Spark: Read HDFS text file and filter records based on certain criteria.

Spark - Exercise 1: Read HDFS text file and filter records based on certain criteria.

Problem statement: Find all the Person records having age greater than 30 years.

1. Create a file on local file system with name Person.txt

>vi Person.txt.

2. Add below records.

Name, Age
Vinayak, 35
Nilesh, 37
Raju, 30
Karthik, 28
Shreshta,1
Siddhish, 2

3. Create a directory on HDFS file system.

hadoop fs -mkdir /user/spark/PersonExample/

4. Put Person.txt file onto HDFS system

hadoop fs -put Person.txt /user/spark/PersonExample/

5. Check whether the file is been uploaded?

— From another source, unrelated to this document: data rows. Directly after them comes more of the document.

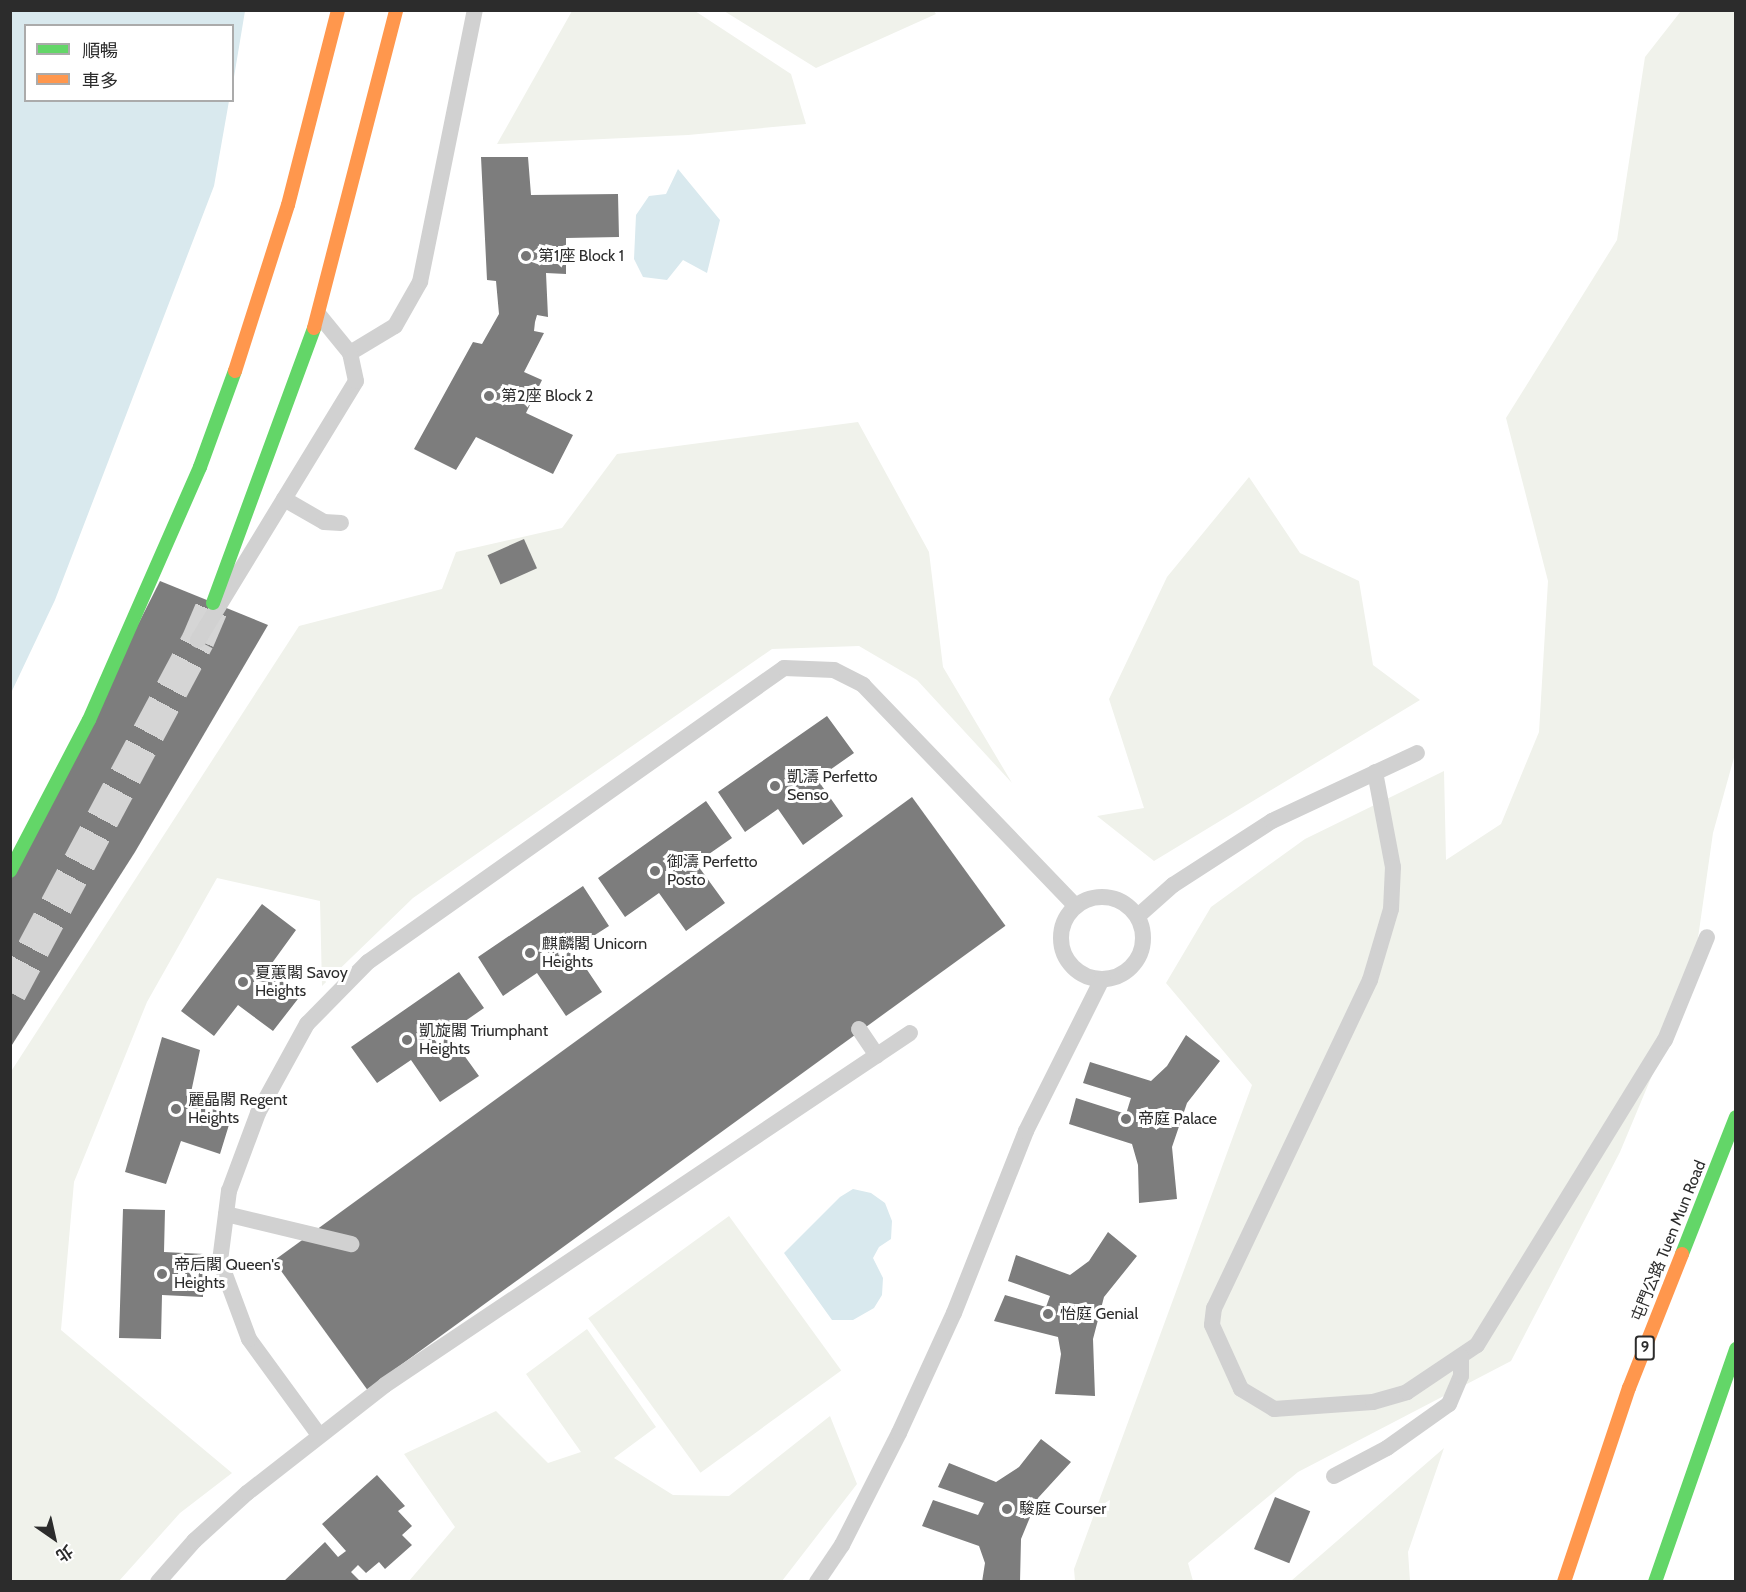 <!DOCTYPE html>
<meta charset="utf-8">
<style>
body{margin:0}
#map{position:relative;width:1746px;height:1592px;overflow:hidden;background:#fff;font-family:Cabin,"Noto Sans TC",sans-serif}
div>[style]{position:absolute}
[style*='--x']{left:calc(var(--x)*1px);top:calc(var(--y)*1px);width:calc(var(--w)*1px);rotate:calc(var(--a)*1deg)}
.green>*{inset:0;background:#f0f2eb;transform-origin:0 0}
.water>*{inset:0;background:#d9e9ee}
.building>*{inset:0;background:#7d7d7d;transform-origin:0 0}
.primary-tunnel>*{height:33px;margin-top:-16.5px;transform-origin:0;background:repeating-linear-gradient(90deg,#d5d5d5 0 33px,transparent 0 49px)}
.lane>*{height:16px;margin:-8px;padding:0 8px;transform-origin:8px;border-radius:8px;background:#d1d1d1}
.lane>.ring{margin:-8px;padding:0;box-sizing:content-box;background:none;border:16px solid #d1d1d1;border-radius:50%}
.fast>*{height:14px;margin:-7px;padding:0 7px;transform-origin:7px;border-radius:7px;background:#63d668}
.slow>*{height:14px;margin:-7px;padding:0 7px;transform-origin:7px;border-radius:7px;background:#ff974d}
.dots>*{width:16px;height:16px;translate:-50% -50%;box-sizing:border-box;border:3px solid #fff;border-radius:50%}
span{translate:-50% -50%;white-space:nowrap;text-align:center;line-height:1.15;-webkit-text-stroke:6px #fff;paint-order:stroke}
.shield-label span{padding:2px 4px;background:#fff;border:2px solid;border-radius:4px;-webkit-text-stroke-width:0}
.shield-label{font-size:15px;color:#2c2c2c;font-weight:700}
.poi-label{font-size:16px;color:#2c2c2c}
.left{translate:0 -50%;text-align:left}
.street-label{font-size:16px;color:#2c2c2c}
.frame{position:absolute;inset:0;border:12px solid #2c2c2c;pointer-events:none}
.legend{position:absolute;left:24px;top:24px;width:210px;height:78px;box-sizing:border-box;background:#fff;border:2px solid #ababab;margin:0;padding:8px 10px;list-style:none;font-size:18px;color:#2c2c2c}
.legend li{display:flex;align-items:center;gap:12px;height:30px}
.legend b{width:30px;border:2px solid #ababab}
.north{position:absolute;left:24px;top:1508px;width:60px;height:60px;-webkit-text-stroke:4px #fff;paint-order:stroke;rotate:146deg;font-size:16px;font-weight:700;line-height:24px;text-align:center;color:#2c2c2c}
.north::after{content:'';display:block;margin:auto;width:21px;height:27px;background:#2c2c2c;clip-path:polygon(50% 0,100% 100%,50% 72%,0 100%)}
</style>
<div id="map">
<div class="green">
<div style="clip-path:polygon(933px 10px,936px 14px,816px 68px,724px 11px)"></div>
<div style="clip-path:polygon(572px 11px,695px 11px,791px 74px,806px 124px,688px 135px,497px 144px)"></div>
<div style="clip-path:polygon(1681px 11px,1735px 11px,1735px 754px,1713px 833px,1692px 980px,1620px 1152px,1511px 1361px,1298px 1472px,1188px 1563px,1193px 1581px,1075px 1581px,1074px 1569px,1252px 1085px,1166px 983px,1211px 907px,1305px 839px,1444px 771px,1446px 860px,1501px 824px,1539px 732px,1548px 581px,1506px 418px,1617px 240px,1645px 57px)"></div>
<div style="clip-path:polygon(858px 422px,929px 552px,943px 667px,1012px 783px,917px 680px,859px 646px,772px 649px,413px 898px,322px 986px,320px 901px,217px 878px,147px 1002px,74px 1182px,61px 1330px,232px 1473px,180px 1513px,119px 1581px,11px 1581px,10px 1073px,299px 626px,442px 589px,456px 552px,562px 528px,617px 454px)"></div>
<div style="clip-path:polygon(1249px 477px,1300px 553px,1359px 581px,1373px 665px,1420px 700px,1154px 861px,1097px 816px,1144px 808px,1109px 699px,1167px 577px)"></div>
<div style="left:729px;top:1216px;width:191px;height:174px;rotate:54deg"></div>
<div style="clip-path:polygon(587px 1329px,656px 1427px,614px 1458px,673px 1495px,729px 1496px,830px 1416px,857px 1484px,782px 1581px,409px 1581px,455px 1527px,404px 1454px,496px 1411px,548px 1463px,581px 1452px,526px 1374px)"></div>
<div style="clip-path:polygon(1444px 1448px,1408px 1552px,1410px 1581px,1291px 1581px)"></div>
</div>
<div class="water">
<div style="clip-path:polygon(11px 10px,245px 11px,233px 83px,232px 26px,26px 26px,26px 100px,229px 101px,214px 186px,55px 600px,11px 693px)"></div>
<div style="clip-path:polygon(678px 169px,720px 220px,707px 273px,683px 260px,667px 280px,643px 277px,634px 259px,636px 215px,649px 196px,666px 194px)"></div>
<div style="clip-path:polygon(853px 1189px,871px 1193px,885px 1203px,892px 1221px,891px 1239px,879px 1247px,873px 1258px,883px 1278px,882px 1295px,874px 1308px,853px 1320px,832px 1320px,784px 1253px,840px 1197px)"></div>
</div>
<div class="building">
<div style="clip-path:polygon(481px 157px,528px 157px,531px 195px,618px 194px,619px 237px,566px 238px,566px 274px,546px 273px,548px 317px,537px 315px,535px 322px,534px 331px,544px 333px,524px 372px,542px 380px,526px 413px,573px 435px,553px 474px,476px 437px,456px 470px,414px 449px,473px 342px,482px 344px,499px 314px,496px 281px,487px 280px)"></div>
<div style="left:524px;top:539px;width:32px;height:40px;rotate:66deg"></div>
<div style="clip-path:polygon(160px 581px,268px 625px,135px 852px,10px 1048px,10px 878px)"></div>
<div style="clip-path:polygon(827px 716px,854px 753px,817px 779px,843px 816px,803px 845px,778px 809px,745px 832px,718px 792px)"></div>
<div style="left:912px;top:797px;width:159px;height:789px;rotate:54deg"></div>
<div style="clip-path:polygon(706px 801px,732px 838px,696px 863px,725px 903px,686px 931px,659px 893px,625px 917px,598px 878px)"></div>
<div style="clip-path:polygon(583px 886px,609px 926px,573px 949px,602px 992px,566px 1016px,537px 973px,503px 996px,478px 957px)"></div>
<div style="clip-path:polygon(262px 904px,296px 930px,267px 970px,301px 995px,273px 1031px,238px 1005px,214px 1036px,181px 1011px)"></div>
<div style="clip-path:polygon(459px 972px,484px 1008px,448px 1033px,479px 1076px,440px 1102px,411px 1060px,377px 1083px,351px 1047px)"></div>
<div style="clip-path:polygon(1186px 1035px,1220px 1061px,1187px 1103px,1172px 1147px,1177px 1199px,1139px 1203px,1138px 1165px,1132px 1144px,1069px 1124px,1076px 1098px,1126px 1114px,1131px 1098px,1083px 1083px,1090px 1062px,1151px 1081px,1167px 1066px)"></div>
<div style="clip-path:polygon(162px 1037px,200px 1050px,189px 1102px,232px 1115px,220px 1154px,181px 1141px,166px 1184px,125px 1172px)"></div>
<div style="clip-path:polygon(123px 1209px,165px 1210px,164px 1252px,204px 1254px,203px 1297px,162px 1295px,161px 1339px,119px 1338px)"></div>
<div style="clip-path:polygon(1108px 1232px,1137px 1256px,1104px 1297px,1093px 1339px,1095px 1396px,1055px 1394px,1061px 1354px,1058px 1337px,994px 1321px,1005px 1295px,1046px 1307px,1050px 1296px,1008px 1281px,1016px 1255px,1070px 1275px,1089px 1261px)"></div>
<div style="clip-path:polygon(1041px 1439px,1071px 1462px,1038px 1498px,1021px 1539px,1020px 1582px,982px 1582px,985px 1563px,979px 1546px,922px 1526px,933px 1500px,978px 1515px,984px 1503px,938px 1487px,949px 1463px,996px 1482px,1019px 1467px)"></div>
<div style="clip-path:polygon(377px 1475px,405px 1506px,398px 1511px,412px 1526px,402px 1535px,412px 1545px,385px 1569px,379px 1562px,366px 1573px,358px 1565px,351px 1572px,361px 1582px,283px 1582px,325px 1542px,338px 1557px,346px 1551px,322px 1524px)"></div>
<div style="left:1275px;top:1497px;width:38px;height:56px;rotate:22deg"></div>
</div>
<div class="primary-tunnel">
<div style="--x:10;--y:992;--w:399;--a:-61.9"></div>
<div style="--x:198;--y:640;--w:38;--a:-67"></div>
</div>
<div class="lane">
<div style="--x:350;--y:353;--w:52;--a:-31"></div>
<div style="--x:395;--y:326;--w:51;--a:-60.4"></div>
<div style="--x:420;--y:282;--w:278;--a:-78.6"></div>
<div style="--x:284;--y:499;--w:46;--a:29.9"></div>
<div style="--x:324;--y:522;--w:17;--a:3"></div>
<div style="--x:198;--y:640;--w:303;--a:-58.6"></div>
<div style="--x:356;--y:381;--w:29;--a:-102"></div>
<div style="--x:350;--y:353;--w:49;--a:-129.2"></div>
<div style="--x:1375;--y:772;--w:97;--a:79.3"></div>
<div style="--x:1393;--y:867;--w:42;--a:92.7"></div>
<div style="--x:1391;--y:909;--w:74;--a:106.5"></div>
<div style="--x:1370;--y:980;--w:363;--a:115.4"></div>
<div style="--x:1214;--y:1308;--w:17;--a:97"></div>
<div style="--x:1212;--y:1325;--w:70;--a:65.6"></div>
<div style="--x:1241;--y:1389;--w:39;--a:31"></div>
<div style="--x:1274;--y:1409;--w:99;--a:-4"></div>
<div style="--x:1373;--y:1402;--w:35;--a:-16"></div>
<div style="--x:1407;--y:1392;--w:84;--a:-33.9"></div>
<div style="--x:1477;--y:1345;--w:358;--a:-58.4"></div>
<div style="--x:1665;--y:1040;--w:111;--a:-67.8"></div>
<div class="ring" style="left:1061px;top:897px;width:66px;height:66px"></div>
<div style="--x:1138;--y:916;--w:47;--a:-41.5"></div>
<div style="--x:1173;--y:885;--w:118;--a:-32.9"></div>
<div style="--x:1272;--y:821;--w:160;--a:-25.1"></div>
<div style="--x:859;--y:1029;--w:32;--a:56"></div>
<div style="--x:226;--y:1214;--w:129;--a:13.5"></div>
<div style="--x:319;--y:1435;--w:119;--a:-126.1"></div>
<div style="--x:249;--y:1339;--w:83;--a:-110.4"></div>
<div style="--x:220;--y:1261;--w:71;--a:-82.7"></div>
<div style="--x:229;--y:1191;--w:83;--a:-69.6"></div>
<div style="--x:258;--y:1113;--w:102;--a:-61.2"></div>
<div style="--x:307;--y:1024;--w:87;--a:-45.5"></div>
<div style="--x:368;--y:962;--w:509;--a:-35.25"></div>
<div style="--x:784;--y:668;--w:50;--a:2.3"></div>
<div style="--x:834;--y:670;--w:33;--a:27"></div>
<div style="--x:863;--y:685;--w:307;--a:46.1"></div>
<div style="--x:1334;--y:1476;--w:60;--a:-27.8"></div>
<div style="--x:1387;--y:1448;--w:76;--a:-35.4"></div>
<div style="--x:1449;--y:1404;--w:30;--a:-67"></div>
<div style="--x:1461;--y:1376;--w:19;--a:-90"></div>
<div style="--x:158;--y:1582;--w:55;--a:-48.7"></div>
<div style="--x:194;--y:1541;--w:72;--a:-42.2"></div>
<div style="--x:247;--y:1493;--w:175;--a:-38"></div>
<div style="--x:385;--y:1385;--w:632;--a:-33.84"></div>
<div style="--x:817;--y:1582;--w:45;--a:-56"></div>
<div style="--x:842;--y:1545;--w:126;--a:-63"></div>
<div style="--x:899;--y:1433;--w:132;--a:-65.4"></div>
<div style="--x:954;--y:1313;--w:196;--a:-68.4"></div>
<div style="--x:1026;--y:1131;--w:170;--a:-63.4"></div>
</div>
<div class="fast">
<div style="--x:213;--y:603;--w:293;--a:-69.8"></div>
<div style="--x:10;--y:871;--w:170;--a:-62.4"></div>
<div style="--x:89;--y:720;--w:276;--a:-66.3"></div>
<div style="--x:200;--y:467;--w:102;--a:-70"></div>
<div style="--x:1682;--y:1254;--w:147;--a:-68.5"></div>
<div style="--x:1655;--y:1582;--w:247;--a:-70.8"></div>
</div>
<div class="slow">
<div style="--x:314;--y:328;--w:328;--a:-75.5"></div>
<div style="--x:235;--y:371;--w:174;--a:-72.3"></div>
<div style="--x:288;--y:205;--w:201;--a:-75.6"></div>
<div style="--x:1564;--y:1582;--w:205;--a:-71.5"></div>
<div style="--x:1629;--y:1388;--w:144;--a:-68.4"></div>
</div>
<div class="dots">
<div style="left:526px;top:256px;background:#767676"></div>
<div style="left:489px;top:396px;background:#767676"></div>
<div style="left:775px;top:786px;background:#767676"></div>
<div style="left:655px;top:871px;background:#767676"></div>
<div style="left:530px;top:953px;background:#767676"></div>
<div style="left:243px;top:982px;background:#767676"></div>
<div style="left:407px;top:1040px;background:#767676"></div>
<div style="left:176px;top:1109px;background:#767676"></div>
<div style="left:1126px;top:1119px;background:#767676"></div>
<div style="left:162px;top:1274px;background:#767676"></div>
<div style="left:1048px;top:1314px;background:#767676"></div>
<div style="left:1007px;top:1509px;background:#767676"></div>
</div>
<div class="shield-label">
<span style="left:1645px;top:1348px">9</span>
</div>
<div class="poi-label">
<span class="left" style="left:538px;top:256px">第1座 Block 1</span>
<span class="left" style="left:501px;top:396px">第2座 Block 2</span>
<span class="left" style="left:787px;top:786px">凱濤 Perfetto<br>Senso</span>
<span class="left" style="left:667px;top:871px">御濤 Perfetto<br>Posto</span>
<span class="left" style="left:542px;top:953px">麒麟閣 Unicorn<br>Heights</span>
<span class="left" style="left:255px;top:982px">夏蕙閣 Savoy<br>Heights</span>
<span class="left" style="left:419px;top:1040px">凱旋閣 Triumphant<br>Heights</span>
<span class="left" style="left:188px;top:1109px">麗晶閣 Regent<br>Heights</span>
<span class="left" style="left:1138px;top:1119px">帝庭 Palace</span>
<span class="left" style="left:174px;top:1274px">帝后閣 Queen's<br>Heights</span>
<span class="left" style="left:1060px;top:1314px">怡庭 Genial</span>
<span class="left" style="left:1019px;top:1509px">駿庭 Courser</span>
</div>
<div class="street-label">
<span style="left:1669px;top:1241px;rotate:-68deg">屯門公路 Tuen Mun Road</span>
</div>
<div class="frame"></div>
<ul class="legend">
<li><b style="height:8px;background:#63d668"></b>順暢</li>
<li><b style="height:8px;background:#ff974d"></b>車多</li>
</ul>
<div class="north">北</div>
</div>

[root@localhost PersonExample]# hadoop fs -ls /user/spark/PersonExample/
Found 1 items
-rw-r--r--   1 root supergroup         77 2017-12-17 14:34 /user/spark/PersonExample/Person.txt

6. Start spark shell using command spark-shell
$>spark-shell

7. Load the file using spark context.

scala> var persons = sc.textFile("/user/spark/PersonExample/Person.txt");

8. Check the content of the loaded file.
scala> persons
res4: org.apache.spark.rdd.RDD[String] = /user/spark/PersonExample/Person.txt MapPartitionsRDD[1] at textFile at <console>:24

scala> persons.collect
res3: Array[String] = Array(Name, Age, Vinayak, 35, Nilesh, 37, Raju, 30, Karthik, 28, Shreshta,1, Siddhish, 2)

scala> persons.collect.foreach(println)
Name, Age
Vinayak, 35
Nilesh, 37
Raju, 30
Karthik, 28
Shreshta,1
Siddhish, 2

9. Since our Person RDD is having header value, We need to remove the row before processing further.

scala> val onlyPersons = persons.filter(line => !line.contains("Name") )

onlyPersons RDD will have values other than header.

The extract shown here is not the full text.